As the main editor of the 100 Days Data Economy series, I was given the task to collect the most important lessons from the journey in one post. To make my task a lot easier, Toni (post #96) and Jussi (post #97) wrote their own curated wisdom as takeaways in the previous posts just like me. This post collects all the most important learnings in one set.
We could have easily listed 100 things to consider, but instead, we decided to pick just the 10 most important based on our experiences from around 200+ data economy cases.
Here are the 10 guidelines for success in the data economy.
1. Start with low-hanging opportunities
The data utilization needs to start with the business use cases and the easiest ones that are almost immediately possible to implement. If your strategy or vision contains entities that are 100% data-based, make sure that top management knows and speaks for it naturally.
2. Select Tech based on business needs
Choose technologies according to your business needs, avoid technology vendor locks, and try to promote the ability to change at the business level by all means. Before you invite technicians to a discussion, make sure you have a business case and business needs defined.
3. DOn't become data hoarder
Don’t just collect data. If the data cannot be used, it is a major cost for you and the real value of the data remains just an imagination for your business. It is an indisputable fact that companies where management does not take part in or take responsibility for the design of data models, even at the highest design level, are left out of the tsunami of the data economy.
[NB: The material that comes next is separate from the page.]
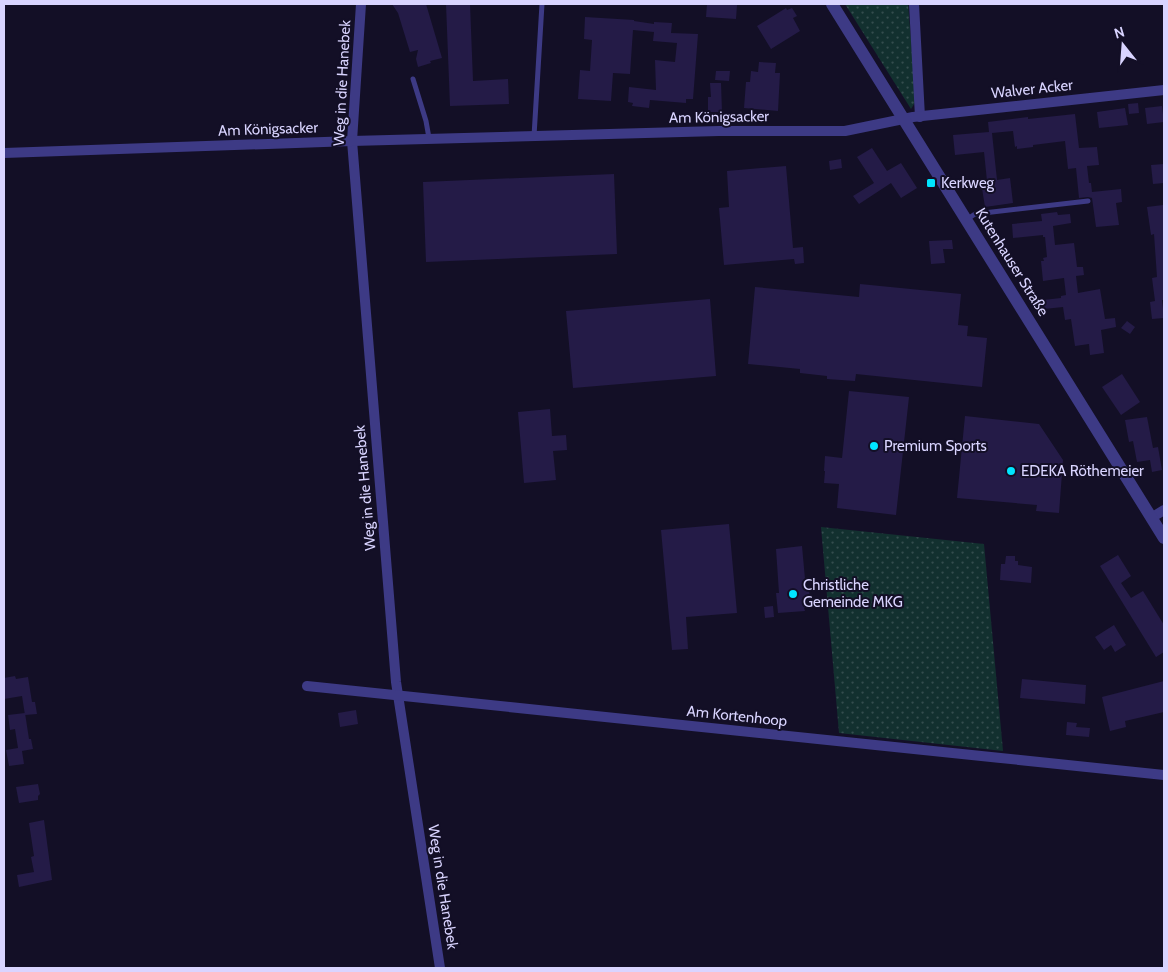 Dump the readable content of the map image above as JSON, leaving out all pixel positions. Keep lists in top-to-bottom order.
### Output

4. The customer defines the created value
Follow the old golden rule of keeping your focus on the customer's needs. It is easy to fall into a trap and "internally invent" features and benefits. It's easy: if you look inside, you get insider input. If you move your focus outside, you get fresh lucrative paying customer input. In the data economy the customer is driving the value creation which you enable.
5. Design first to avoid costly mistakes
Don't try to guess what the customer needs, interact constantly with them to nail it and improve your offering over time. Know your customer! You should always mock the solution first, then verify the value and fit with the customer. Only after that proceed to implementation!
6. Apply product thinking to your data
Data monetization requires hard work and a systematic approach. Current hot concepts like Data Mesh and Data Fabric both include data products in the core. One crucial element is to treat your data as products. Productize data internally to maximize speed and reuse capabilities. Servitize data to maximize partner network and customer value. Hire data product owner(s) and start refining a value-creating portfolio of data products and services.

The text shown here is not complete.